Ovviamente non tutti sono uguali e le narrazioni che portano a gesti estremi possono essere diverse e avere motivazioni diverse. Non necessariamente la causa va ricercata nella repressione sessuale, anche se penso che li’ sia da ricercare la motivazione principale. Ad esempio, il terrorista di Orlando era omosessuale e mussulmano. Facile leggere l’attacco alla discoteca gay l’anno scorso come la conseguenza di una narrazione che vedeva nella strage di altri omosessuali il modo di riappacificarsi con la propria identità di mussulmano.

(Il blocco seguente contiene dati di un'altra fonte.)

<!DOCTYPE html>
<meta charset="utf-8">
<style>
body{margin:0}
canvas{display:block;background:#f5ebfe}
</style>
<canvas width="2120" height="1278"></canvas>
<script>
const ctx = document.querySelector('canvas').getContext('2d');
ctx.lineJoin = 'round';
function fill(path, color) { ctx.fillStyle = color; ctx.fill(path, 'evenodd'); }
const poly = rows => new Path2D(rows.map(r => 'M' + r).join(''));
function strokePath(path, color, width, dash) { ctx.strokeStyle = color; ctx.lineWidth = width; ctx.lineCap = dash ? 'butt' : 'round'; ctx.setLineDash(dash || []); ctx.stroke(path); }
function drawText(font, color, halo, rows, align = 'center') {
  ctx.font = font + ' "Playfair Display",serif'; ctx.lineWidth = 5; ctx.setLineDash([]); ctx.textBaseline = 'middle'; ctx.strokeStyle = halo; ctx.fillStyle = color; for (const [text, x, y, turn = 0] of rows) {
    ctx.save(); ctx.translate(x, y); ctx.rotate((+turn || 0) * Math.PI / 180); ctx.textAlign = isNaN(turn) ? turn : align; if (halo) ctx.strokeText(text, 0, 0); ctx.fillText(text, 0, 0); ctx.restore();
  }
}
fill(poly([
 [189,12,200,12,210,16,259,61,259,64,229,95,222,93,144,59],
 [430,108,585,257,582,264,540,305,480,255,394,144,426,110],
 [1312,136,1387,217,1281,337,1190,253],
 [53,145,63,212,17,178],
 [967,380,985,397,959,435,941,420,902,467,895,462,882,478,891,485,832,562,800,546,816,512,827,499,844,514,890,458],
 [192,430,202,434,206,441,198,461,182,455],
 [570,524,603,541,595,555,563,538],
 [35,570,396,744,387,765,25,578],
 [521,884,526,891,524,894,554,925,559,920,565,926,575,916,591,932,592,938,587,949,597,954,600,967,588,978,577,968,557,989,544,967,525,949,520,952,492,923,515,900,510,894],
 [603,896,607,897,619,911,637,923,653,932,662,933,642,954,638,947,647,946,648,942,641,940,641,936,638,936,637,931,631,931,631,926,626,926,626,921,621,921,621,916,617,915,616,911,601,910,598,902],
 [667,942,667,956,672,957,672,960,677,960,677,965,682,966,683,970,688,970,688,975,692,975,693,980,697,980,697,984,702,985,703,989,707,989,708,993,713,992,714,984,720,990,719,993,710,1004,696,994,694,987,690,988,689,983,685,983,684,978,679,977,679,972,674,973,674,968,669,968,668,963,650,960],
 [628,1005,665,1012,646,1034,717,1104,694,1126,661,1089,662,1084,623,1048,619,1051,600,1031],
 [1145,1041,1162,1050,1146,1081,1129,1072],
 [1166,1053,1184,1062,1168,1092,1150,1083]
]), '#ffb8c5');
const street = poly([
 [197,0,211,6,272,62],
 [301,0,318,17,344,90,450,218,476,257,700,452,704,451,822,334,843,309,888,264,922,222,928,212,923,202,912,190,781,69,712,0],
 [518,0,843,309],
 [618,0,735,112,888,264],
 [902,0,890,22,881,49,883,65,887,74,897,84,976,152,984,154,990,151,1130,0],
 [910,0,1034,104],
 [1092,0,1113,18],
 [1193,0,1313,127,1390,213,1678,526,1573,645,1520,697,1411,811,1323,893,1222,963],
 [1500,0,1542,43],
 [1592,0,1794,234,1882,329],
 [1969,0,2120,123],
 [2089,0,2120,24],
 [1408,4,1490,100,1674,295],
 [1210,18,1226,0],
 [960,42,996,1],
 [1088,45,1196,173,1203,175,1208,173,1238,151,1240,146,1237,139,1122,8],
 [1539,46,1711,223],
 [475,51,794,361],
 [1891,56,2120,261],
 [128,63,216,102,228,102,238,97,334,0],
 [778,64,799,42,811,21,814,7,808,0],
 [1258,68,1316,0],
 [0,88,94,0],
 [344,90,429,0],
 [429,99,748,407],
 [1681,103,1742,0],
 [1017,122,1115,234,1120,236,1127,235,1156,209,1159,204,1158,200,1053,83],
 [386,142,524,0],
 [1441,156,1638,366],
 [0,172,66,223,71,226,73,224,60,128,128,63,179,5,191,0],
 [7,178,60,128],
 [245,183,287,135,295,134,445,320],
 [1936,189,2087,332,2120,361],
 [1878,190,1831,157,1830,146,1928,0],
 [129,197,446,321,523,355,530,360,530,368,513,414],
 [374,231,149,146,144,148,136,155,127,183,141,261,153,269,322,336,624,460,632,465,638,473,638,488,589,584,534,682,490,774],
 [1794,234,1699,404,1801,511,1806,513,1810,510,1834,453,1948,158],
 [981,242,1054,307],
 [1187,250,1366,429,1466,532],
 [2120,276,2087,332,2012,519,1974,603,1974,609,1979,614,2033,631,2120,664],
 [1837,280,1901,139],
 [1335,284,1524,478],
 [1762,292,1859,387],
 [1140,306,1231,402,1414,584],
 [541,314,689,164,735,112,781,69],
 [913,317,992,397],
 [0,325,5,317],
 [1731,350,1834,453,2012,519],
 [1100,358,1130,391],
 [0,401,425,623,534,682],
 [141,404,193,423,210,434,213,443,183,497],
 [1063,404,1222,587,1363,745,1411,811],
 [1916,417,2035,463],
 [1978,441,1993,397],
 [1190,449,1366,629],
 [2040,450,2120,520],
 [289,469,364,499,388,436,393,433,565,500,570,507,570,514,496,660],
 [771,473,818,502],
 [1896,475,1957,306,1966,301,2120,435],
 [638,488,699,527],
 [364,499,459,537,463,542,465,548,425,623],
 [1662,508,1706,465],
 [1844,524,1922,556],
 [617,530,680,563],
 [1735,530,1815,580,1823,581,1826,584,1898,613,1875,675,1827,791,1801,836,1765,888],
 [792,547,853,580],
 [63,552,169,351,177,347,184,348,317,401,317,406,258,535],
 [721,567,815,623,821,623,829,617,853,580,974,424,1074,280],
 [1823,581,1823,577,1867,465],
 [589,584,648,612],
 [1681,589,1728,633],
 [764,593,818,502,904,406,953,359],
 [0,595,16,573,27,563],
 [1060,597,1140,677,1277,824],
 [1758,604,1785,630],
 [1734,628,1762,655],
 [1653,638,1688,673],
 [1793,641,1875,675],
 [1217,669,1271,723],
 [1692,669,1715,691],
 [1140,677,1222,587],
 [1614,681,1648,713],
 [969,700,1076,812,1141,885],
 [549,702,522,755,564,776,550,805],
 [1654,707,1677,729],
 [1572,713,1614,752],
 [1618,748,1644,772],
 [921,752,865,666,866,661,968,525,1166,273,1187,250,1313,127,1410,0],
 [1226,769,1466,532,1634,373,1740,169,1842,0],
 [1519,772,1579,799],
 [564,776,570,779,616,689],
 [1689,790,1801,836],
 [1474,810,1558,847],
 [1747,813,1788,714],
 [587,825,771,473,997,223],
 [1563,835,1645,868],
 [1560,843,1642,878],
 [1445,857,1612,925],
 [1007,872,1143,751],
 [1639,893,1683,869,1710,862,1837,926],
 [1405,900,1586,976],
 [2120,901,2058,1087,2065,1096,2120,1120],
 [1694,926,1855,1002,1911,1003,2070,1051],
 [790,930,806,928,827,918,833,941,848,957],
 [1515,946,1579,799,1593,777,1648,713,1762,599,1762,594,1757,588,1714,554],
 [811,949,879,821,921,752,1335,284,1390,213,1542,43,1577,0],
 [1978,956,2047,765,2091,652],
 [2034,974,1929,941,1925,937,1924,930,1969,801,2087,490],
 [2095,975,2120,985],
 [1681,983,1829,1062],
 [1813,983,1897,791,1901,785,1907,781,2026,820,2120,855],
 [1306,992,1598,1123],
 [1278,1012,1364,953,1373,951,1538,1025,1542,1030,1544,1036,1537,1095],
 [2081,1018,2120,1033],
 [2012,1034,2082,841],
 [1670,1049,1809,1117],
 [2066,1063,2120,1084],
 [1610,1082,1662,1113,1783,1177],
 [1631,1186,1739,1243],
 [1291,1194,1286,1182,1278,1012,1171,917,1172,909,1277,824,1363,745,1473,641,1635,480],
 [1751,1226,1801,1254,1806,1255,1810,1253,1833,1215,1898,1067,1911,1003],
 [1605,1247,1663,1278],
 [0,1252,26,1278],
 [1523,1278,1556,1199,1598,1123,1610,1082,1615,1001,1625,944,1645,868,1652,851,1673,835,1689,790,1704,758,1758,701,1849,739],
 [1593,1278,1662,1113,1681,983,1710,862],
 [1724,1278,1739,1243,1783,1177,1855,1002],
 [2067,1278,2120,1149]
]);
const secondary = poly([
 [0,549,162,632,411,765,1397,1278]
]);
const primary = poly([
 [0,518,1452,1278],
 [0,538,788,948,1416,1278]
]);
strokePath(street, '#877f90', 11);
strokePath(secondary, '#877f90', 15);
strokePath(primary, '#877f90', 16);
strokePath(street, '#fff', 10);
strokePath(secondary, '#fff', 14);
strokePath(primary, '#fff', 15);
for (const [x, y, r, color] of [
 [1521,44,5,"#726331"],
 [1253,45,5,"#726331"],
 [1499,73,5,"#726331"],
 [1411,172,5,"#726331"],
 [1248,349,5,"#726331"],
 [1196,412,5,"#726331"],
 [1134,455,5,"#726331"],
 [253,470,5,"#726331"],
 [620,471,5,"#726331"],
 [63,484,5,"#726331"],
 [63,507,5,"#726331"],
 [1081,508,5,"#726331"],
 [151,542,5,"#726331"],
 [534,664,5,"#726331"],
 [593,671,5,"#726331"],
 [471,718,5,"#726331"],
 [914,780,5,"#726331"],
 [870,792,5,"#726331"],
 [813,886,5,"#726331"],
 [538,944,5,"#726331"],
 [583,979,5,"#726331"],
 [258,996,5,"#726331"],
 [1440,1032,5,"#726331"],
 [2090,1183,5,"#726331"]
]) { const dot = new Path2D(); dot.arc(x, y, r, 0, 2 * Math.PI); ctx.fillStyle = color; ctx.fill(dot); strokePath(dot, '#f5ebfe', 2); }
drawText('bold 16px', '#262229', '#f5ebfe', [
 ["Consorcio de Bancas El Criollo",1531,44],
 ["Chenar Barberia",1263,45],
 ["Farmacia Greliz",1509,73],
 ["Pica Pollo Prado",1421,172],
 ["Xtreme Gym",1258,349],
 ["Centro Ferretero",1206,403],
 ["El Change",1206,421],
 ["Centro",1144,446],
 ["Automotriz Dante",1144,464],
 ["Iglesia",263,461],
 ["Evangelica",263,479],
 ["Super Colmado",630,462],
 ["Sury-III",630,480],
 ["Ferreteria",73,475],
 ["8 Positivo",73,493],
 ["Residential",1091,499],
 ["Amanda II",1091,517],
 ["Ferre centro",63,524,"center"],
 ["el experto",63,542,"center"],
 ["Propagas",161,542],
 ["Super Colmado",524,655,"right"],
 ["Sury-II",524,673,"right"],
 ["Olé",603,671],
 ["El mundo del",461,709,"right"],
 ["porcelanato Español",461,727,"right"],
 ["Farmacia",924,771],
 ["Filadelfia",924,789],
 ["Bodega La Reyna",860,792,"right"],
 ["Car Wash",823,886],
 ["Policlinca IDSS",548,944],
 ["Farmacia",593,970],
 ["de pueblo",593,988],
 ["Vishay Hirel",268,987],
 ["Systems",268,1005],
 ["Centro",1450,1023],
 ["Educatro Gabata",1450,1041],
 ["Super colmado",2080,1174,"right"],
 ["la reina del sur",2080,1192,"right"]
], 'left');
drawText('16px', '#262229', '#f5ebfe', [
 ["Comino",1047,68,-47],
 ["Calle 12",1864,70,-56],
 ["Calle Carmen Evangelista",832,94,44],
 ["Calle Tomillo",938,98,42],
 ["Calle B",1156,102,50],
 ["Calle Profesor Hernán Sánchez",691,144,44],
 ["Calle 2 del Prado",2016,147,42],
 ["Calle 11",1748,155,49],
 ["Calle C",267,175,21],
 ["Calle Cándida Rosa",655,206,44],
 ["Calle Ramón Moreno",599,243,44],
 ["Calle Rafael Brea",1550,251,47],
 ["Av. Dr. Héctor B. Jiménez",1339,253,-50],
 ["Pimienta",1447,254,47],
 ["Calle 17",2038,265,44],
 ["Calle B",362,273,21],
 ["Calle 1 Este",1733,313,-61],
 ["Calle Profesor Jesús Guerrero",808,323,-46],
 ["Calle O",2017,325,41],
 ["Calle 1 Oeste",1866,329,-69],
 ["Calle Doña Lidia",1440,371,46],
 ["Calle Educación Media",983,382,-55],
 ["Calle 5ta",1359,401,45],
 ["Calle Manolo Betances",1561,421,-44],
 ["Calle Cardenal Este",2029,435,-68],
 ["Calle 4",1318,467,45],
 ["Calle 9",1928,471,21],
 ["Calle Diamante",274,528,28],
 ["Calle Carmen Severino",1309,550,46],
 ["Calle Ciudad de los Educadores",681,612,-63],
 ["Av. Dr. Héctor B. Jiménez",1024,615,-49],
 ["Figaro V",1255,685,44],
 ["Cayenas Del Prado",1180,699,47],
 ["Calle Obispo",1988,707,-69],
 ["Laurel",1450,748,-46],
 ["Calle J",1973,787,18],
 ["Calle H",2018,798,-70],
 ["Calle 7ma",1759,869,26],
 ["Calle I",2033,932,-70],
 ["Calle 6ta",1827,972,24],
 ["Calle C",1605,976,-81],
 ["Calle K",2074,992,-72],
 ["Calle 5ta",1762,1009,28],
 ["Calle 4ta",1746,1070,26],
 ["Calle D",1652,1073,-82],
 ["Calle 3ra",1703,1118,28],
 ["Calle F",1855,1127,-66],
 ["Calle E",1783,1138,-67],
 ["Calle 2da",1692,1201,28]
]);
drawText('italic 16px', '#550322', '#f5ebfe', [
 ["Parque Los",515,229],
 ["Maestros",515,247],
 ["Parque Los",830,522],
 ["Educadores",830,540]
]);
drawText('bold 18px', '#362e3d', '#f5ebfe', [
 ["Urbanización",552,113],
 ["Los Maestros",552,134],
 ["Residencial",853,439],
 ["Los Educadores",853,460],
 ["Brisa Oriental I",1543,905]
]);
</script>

Sono ancora a piazza Catalunya. Sono in piedi davanti alla camionetta dei Mosos d’Esquadra, la polizia catalana, tardivamente messa a protezione della striscia pedonale delle Ramblas ed ho le risposte alle mie domande. I terroristi altro non sono che poveracci suggestionabili che sono arrivati a credere più fortemente e più profondamente di altri alle narrazioni dell’ISIS, integrandole con quelle proprie, probabilmente scaturite dall’essere sessualmente repressi. Come in tanti altri ambiti, i terroristi credono profondamente a idee astruse, ma, diversamente dagli altri ambiti, queste idee non si confinano alla dimensione personale, bensì fanno da fondamento a comportamenti criminali e stragisti.
Torno dai miei amici. Ho un’analisi del problema, ma non sono certo di quale sia la soluzione. Per ora mi auguro che i governi, i servizi segreti e le polizie dei vari paesi arrivino ad identificare e a fermare tutti i terroristi prima che questi facciano male ad altri.